Education Project – Mpe Fursa Akasome

RFO works with Maasai communities in Northern Tanzania; currently in four villages of Eastern Serengeti namely Madaiduru, Oldonyowas, Olirien and Lopolun as well as Bangata Ward in Meru District. Despite the fact that, the government of Tanzania provides free secondary school education, but majority rural communities cannot afford other severe associated expenses. We work to cover this gap by supporting beneficiaries’ girls with uniforms, all stationeries, health insurance, transport fare, mattresses, mosquitos’ nets, and other necessary supplies while also paying full school fees for girls studying in private boarding schools who often fail to get chances in government schools.

These efforts are currently supported by individual donors and Naona Maassai Tours ltd, through their program of responsible Tourism and positive impact. The project work to identify girls who are nearly to complete Primary schools and would not otherwise proceed with secondary education due to reasons mentioned above such as early pregnancies, forced marriages, Female Genital Mutilation ect.
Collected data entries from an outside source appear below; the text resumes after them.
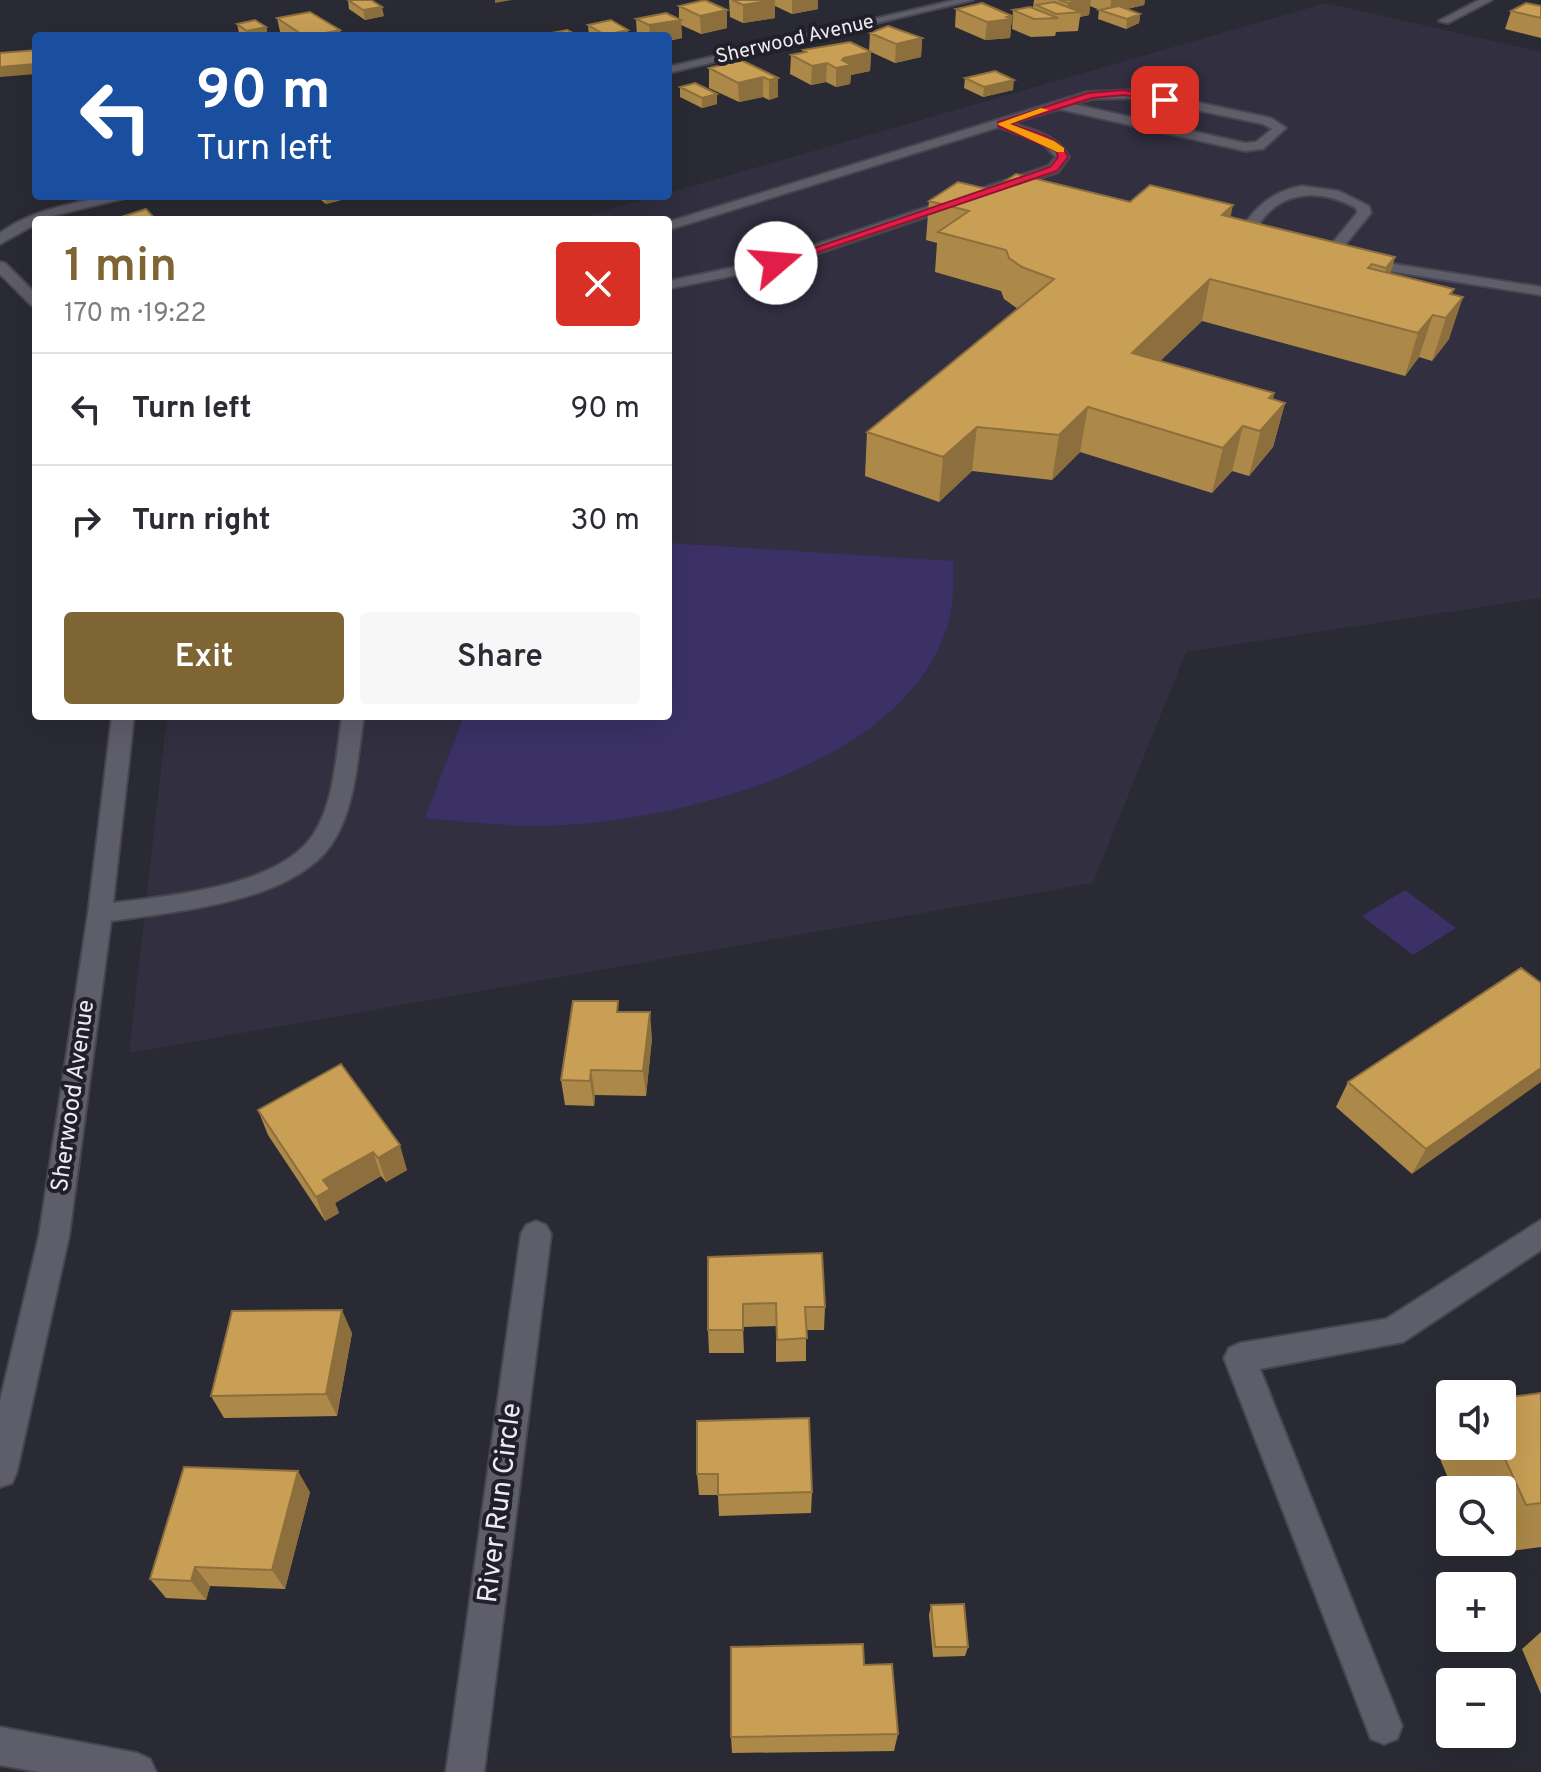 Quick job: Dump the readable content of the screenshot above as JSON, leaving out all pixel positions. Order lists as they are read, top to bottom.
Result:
{
  "streets": {
    "street": ["Sherwood Avenue", "River Run Circle"]
  },
  "page": {
    "turn": ["90 m", "Turn left"],
    "heading": ["1 min", "170 m · 19:22"],
    "list": [
      {
        "name": "Turn left",
        "value": "90 m"
      },
      {
        "name": "Turn right",
        "value": "30 m"
      }
    ],
    "buttons": ["Exit", "Share"],
    "map_buttons": ["+", "−"]
  }
}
Our teams work with school staffs, local leaders at village, ward and district levels, and traditional leaders in assessing different aspects and risks associated to household economic stability, cultural norms, parents’ perspectives and willingness to send girls to schools.

RFO staffs in cooperation with local leaders submit applications after visiting the applicant’s family boma-Maasai homestead to verify that a scholarship is justified. This is after verifying circumstances required in the applications, and then after the application is submitted back to RFO for further review and action whereby the most unprivileged girls and those in risks are given first priority. 
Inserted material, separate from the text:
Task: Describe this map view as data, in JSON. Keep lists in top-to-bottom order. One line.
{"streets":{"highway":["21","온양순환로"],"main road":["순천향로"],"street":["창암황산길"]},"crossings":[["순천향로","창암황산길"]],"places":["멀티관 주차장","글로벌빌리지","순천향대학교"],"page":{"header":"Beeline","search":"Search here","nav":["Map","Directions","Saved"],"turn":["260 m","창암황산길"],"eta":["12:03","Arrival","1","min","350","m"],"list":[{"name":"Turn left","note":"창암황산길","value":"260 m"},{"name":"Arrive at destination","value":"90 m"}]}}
Girls are enrolled in boarding schools, where they will receive better nutrition, structured study time, and health care, and they will also be away from family and peer pressure to marry when they reach puberty. RFO keep communication with parents, girls and school staffs and village’s authority in order to ensure girls are hardly studying, healthy, and cooperating well with parents in normal economic life when they come home for school breaking often in April, June and December.

Community engagement and Scholarship provision

In every December RFO calls for community assembly in a specific day for handling scholarships to beneficiaries. This is a whole community participated events which means promoting and advocating girl’s right of education and the importance of education to Maasai community in General. The day brings together students, parents, role models and special traditional speakers and government authorities. During this day the main agenda is to address significant of education to all and identify barriers related to cultural practices, poverty and government policies which do affect schooling in Maasai Communities In this day, th community is motivated and informed on the operation on the program and their position in supporting its sustainability and success.
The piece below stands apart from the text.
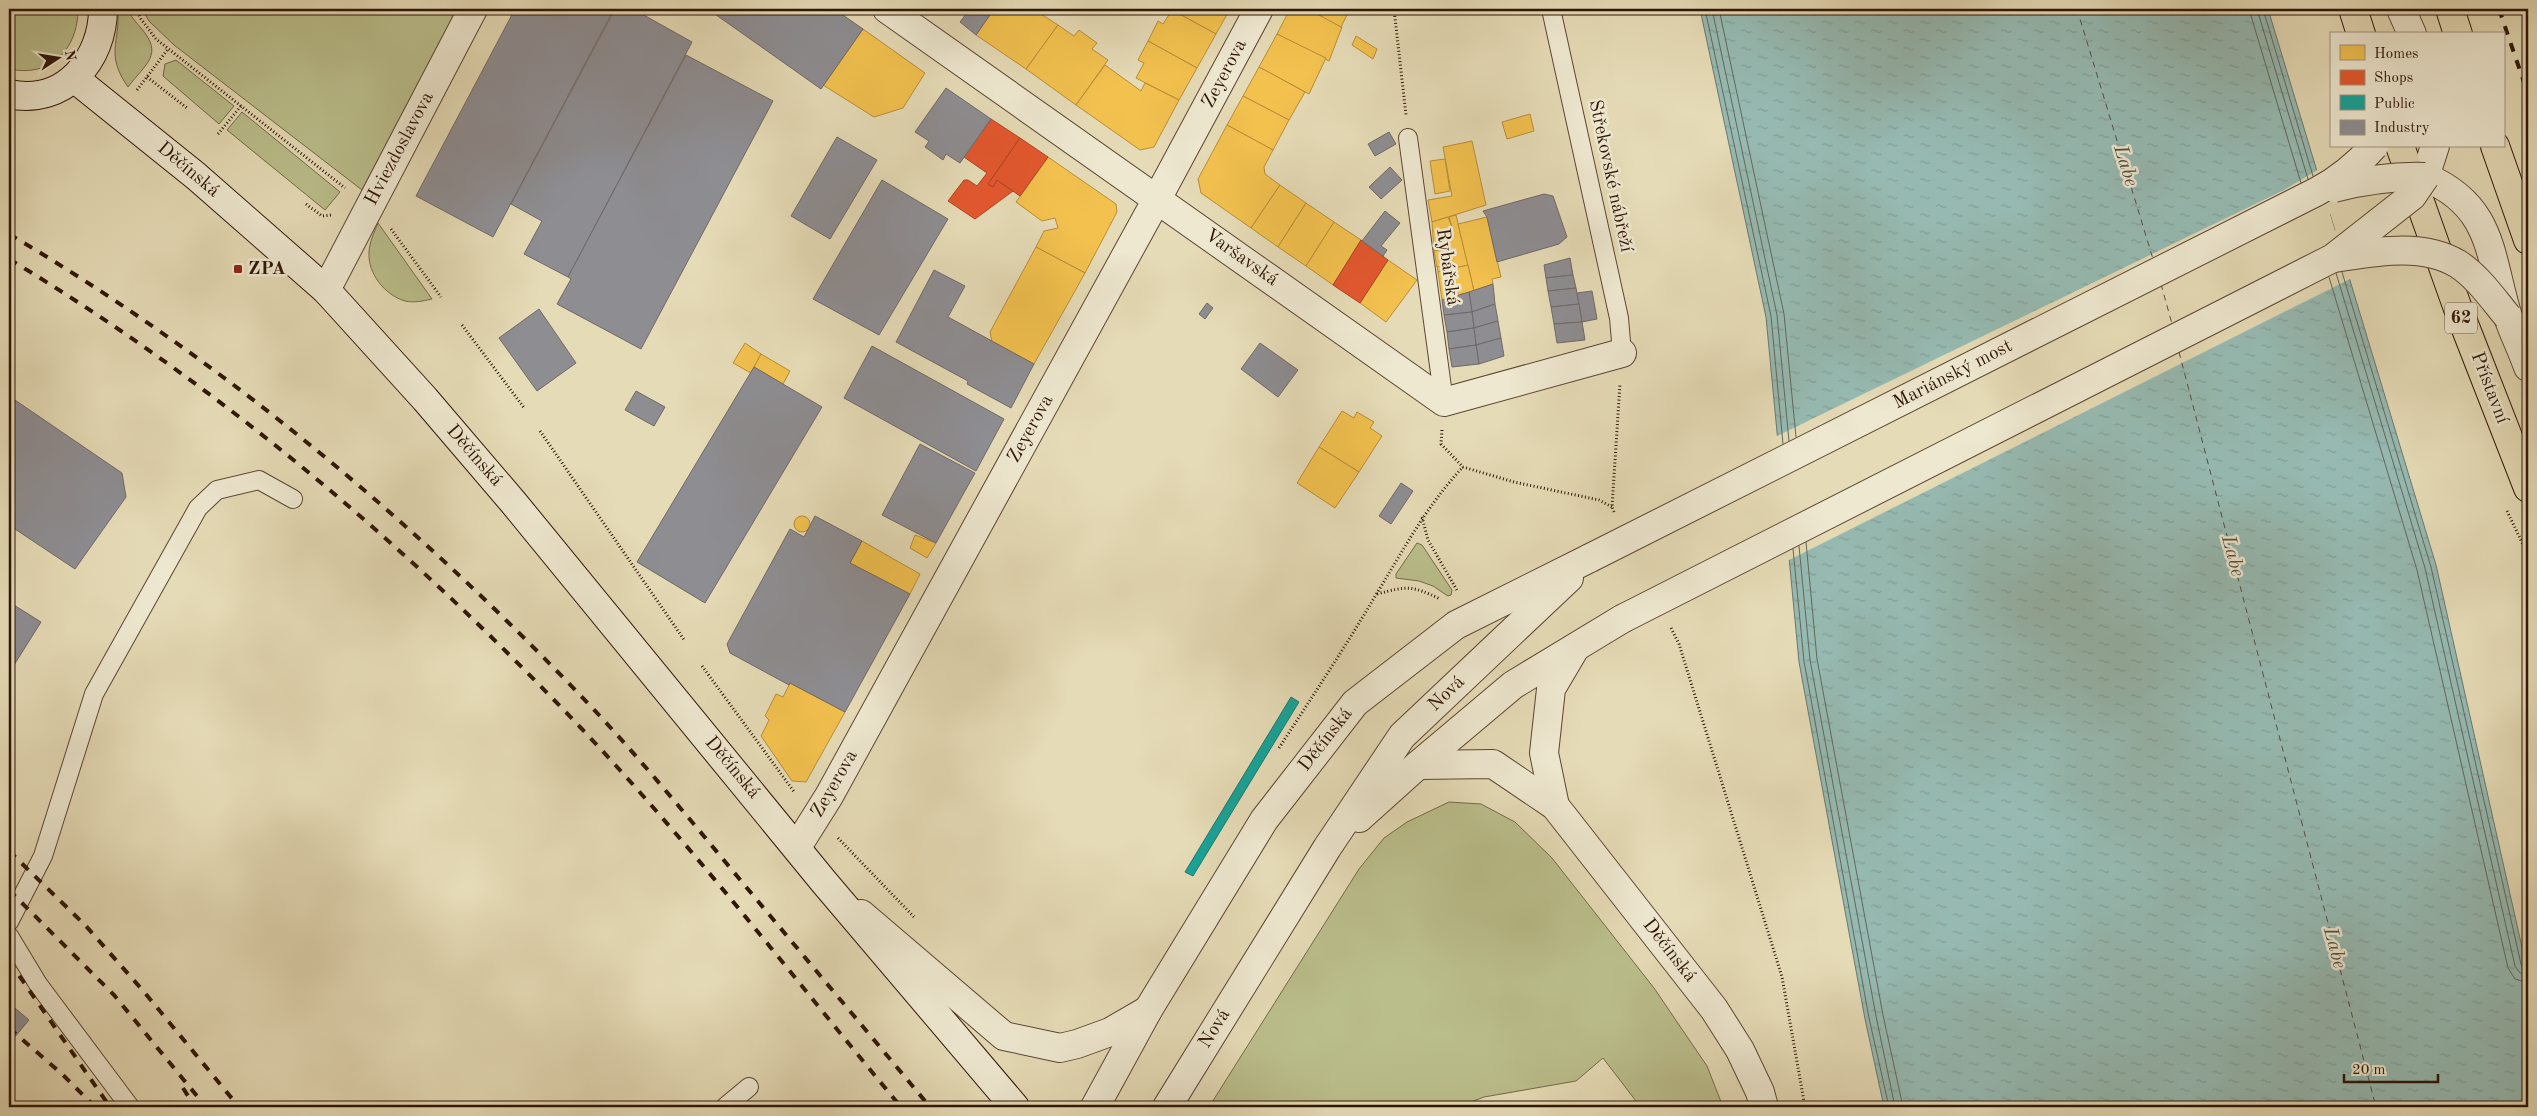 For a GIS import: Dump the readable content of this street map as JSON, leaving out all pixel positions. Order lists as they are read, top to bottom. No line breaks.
{"streets":{"main road":["62","Přístavní"],"street":["Zeyerova","Hviezdoslavova","Děčínská","Varšavská","Mariánský most","Nová"],"lane":["Střekovské nábřeží","Rybářská"]},"crossings":[["Zeyerova","Děčínská"],["Zeyerova","Varšavská"],["Hviezdoslavova","Děčínská"],["Děčínská","Mariánský most"],["Děčínská","Nová"],["Varšavská","Rybářská"],["Mariánský most","Nová"]],"water":["Labe"],"places":{"transit":["ZPA"]},"legend":["Homes","Shops","Public","Industry"],"scale_bar":"20 m","north":"right"}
What we expect by Educating Maasai Girls

  1. An educated girl knows the risks of unprotected, casual sex and will therefore help to combat the spread of HIV and other sexually transmitted diseases. She will be better equipped to handle pregnancy and the health complications associated with bearing a child. This, in turn, will significantly improve maternal and infant health, allowing for healthier future generations.
  2. Education in a proper approach for Maasai girls to escape the oppressive cultural practices such as forced marriage, early pregnancies and female genital mutilation (FGM). As a result, an educated woman is less likely to inflict these practices upon her own children and would have knowledge on her rights and enjoy self freedom of choice.
  3. Educated Maasai girls are more likely to be involved in advocacy efforts to preserve their cultural heritage at local, national, and international levels. They can speak out against cultural appropriation, work to ensure the recognition and protection of their cultural heritage, and promote cultural exchange and understanding.
  1. Maasai women are responsible for gathering firewood and water, which gives them a unique perspective on the importance of protecting forests and wildlife habitats. Educating them would increase their skills, knowledge, and influence in decision making on managing, protecting ecosystems as well as enforce laws against illegal hunting and logging.

An educated Maasai girl is more likely to develop and attain self dreams on leadership and professional skills and would ensure community wellbeing in economic affairs, politics, human rights, democracy, health, education and empowerment of fellow women.